==== ENTRIES SHOWN ====

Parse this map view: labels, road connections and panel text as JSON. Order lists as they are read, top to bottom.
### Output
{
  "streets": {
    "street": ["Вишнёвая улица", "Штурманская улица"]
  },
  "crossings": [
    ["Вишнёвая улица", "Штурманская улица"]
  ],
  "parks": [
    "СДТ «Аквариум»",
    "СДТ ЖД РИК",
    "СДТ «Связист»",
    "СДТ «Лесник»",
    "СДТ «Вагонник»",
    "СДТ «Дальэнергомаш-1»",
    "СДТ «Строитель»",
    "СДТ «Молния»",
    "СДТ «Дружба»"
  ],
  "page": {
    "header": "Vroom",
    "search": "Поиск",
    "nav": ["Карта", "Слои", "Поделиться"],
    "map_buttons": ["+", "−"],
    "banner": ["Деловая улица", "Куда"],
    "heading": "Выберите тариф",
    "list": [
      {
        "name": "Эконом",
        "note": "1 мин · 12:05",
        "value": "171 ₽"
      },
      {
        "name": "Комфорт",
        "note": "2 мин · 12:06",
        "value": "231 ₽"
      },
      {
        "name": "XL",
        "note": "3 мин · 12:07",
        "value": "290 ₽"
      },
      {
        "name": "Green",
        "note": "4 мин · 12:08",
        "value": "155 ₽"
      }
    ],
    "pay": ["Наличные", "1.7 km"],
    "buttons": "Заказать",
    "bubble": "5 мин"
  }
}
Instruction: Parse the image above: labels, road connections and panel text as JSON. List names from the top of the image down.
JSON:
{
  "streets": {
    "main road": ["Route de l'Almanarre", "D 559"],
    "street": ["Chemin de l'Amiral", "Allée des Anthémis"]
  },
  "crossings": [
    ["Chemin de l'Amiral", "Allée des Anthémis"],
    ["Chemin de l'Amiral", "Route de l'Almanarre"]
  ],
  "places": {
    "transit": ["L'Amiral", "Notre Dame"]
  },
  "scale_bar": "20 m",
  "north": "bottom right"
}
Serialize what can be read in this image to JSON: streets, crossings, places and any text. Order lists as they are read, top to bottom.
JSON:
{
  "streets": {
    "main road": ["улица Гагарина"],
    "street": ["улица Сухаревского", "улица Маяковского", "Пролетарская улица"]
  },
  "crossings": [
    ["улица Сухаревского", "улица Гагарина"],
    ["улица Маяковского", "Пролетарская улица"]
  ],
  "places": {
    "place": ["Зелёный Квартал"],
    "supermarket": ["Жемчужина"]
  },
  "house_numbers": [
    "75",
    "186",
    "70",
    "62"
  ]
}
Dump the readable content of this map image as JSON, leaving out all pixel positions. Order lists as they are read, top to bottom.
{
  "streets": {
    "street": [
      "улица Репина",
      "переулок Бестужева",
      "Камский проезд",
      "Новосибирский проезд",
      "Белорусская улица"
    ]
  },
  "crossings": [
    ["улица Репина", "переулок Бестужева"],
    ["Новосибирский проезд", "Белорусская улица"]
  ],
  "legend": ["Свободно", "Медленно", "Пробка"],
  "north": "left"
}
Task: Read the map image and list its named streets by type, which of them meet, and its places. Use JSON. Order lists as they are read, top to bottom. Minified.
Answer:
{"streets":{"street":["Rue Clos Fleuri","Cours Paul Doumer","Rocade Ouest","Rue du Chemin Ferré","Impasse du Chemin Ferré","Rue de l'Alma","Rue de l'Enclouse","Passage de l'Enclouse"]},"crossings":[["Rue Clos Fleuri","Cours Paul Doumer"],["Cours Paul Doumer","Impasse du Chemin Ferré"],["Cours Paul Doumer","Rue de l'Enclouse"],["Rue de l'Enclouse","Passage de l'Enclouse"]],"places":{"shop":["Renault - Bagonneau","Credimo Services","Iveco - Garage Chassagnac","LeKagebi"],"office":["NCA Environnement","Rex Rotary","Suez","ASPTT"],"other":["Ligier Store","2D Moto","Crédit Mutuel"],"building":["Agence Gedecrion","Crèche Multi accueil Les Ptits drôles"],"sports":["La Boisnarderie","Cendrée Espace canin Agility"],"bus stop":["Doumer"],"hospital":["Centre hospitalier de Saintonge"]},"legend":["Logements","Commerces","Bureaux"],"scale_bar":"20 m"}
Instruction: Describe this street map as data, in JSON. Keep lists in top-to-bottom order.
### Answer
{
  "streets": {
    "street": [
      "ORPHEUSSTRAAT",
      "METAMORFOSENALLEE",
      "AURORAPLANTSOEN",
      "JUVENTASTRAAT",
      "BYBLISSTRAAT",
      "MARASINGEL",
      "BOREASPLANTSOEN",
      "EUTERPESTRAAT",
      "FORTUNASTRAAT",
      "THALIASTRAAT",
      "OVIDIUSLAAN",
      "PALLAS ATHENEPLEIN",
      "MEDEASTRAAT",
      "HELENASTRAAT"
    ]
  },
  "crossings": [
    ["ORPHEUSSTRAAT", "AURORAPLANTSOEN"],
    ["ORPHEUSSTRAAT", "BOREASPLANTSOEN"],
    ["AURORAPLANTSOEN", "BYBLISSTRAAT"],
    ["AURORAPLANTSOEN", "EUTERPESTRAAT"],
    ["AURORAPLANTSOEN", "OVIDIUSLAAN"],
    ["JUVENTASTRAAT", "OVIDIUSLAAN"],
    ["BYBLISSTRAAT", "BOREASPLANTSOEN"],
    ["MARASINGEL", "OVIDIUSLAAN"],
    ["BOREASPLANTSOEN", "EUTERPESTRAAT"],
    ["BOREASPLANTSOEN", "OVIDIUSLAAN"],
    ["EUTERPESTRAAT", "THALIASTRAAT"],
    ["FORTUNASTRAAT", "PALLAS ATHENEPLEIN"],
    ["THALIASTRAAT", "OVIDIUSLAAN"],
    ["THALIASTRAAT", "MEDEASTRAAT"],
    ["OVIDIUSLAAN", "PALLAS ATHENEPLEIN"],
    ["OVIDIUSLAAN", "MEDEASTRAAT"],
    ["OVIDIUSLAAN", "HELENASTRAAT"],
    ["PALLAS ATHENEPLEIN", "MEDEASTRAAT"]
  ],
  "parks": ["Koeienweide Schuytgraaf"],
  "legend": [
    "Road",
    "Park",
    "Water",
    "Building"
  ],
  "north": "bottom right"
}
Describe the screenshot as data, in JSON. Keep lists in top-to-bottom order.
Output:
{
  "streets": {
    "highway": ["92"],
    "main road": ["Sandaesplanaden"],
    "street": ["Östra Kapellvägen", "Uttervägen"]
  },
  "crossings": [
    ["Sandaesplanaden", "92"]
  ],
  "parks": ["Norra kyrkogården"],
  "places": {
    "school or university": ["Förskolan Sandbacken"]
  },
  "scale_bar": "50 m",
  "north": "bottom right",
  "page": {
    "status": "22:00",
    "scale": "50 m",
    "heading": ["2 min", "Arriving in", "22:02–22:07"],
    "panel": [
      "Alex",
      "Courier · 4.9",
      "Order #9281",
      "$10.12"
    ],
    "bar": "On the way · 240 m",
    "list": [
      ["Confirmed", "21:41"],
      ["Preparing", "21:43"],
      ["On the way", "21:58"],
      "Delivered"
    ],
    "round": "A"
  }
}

====

- **ACTIVITY**:
Lines holding "Allée" in the data above: copy each of them.

- **RESPONSE BELOW**:
    "street": ["Chemin de l'Amiral", "Allée des Anthémis"]
    ["Chemin de l'Amiral", "Allée des Anthémis"],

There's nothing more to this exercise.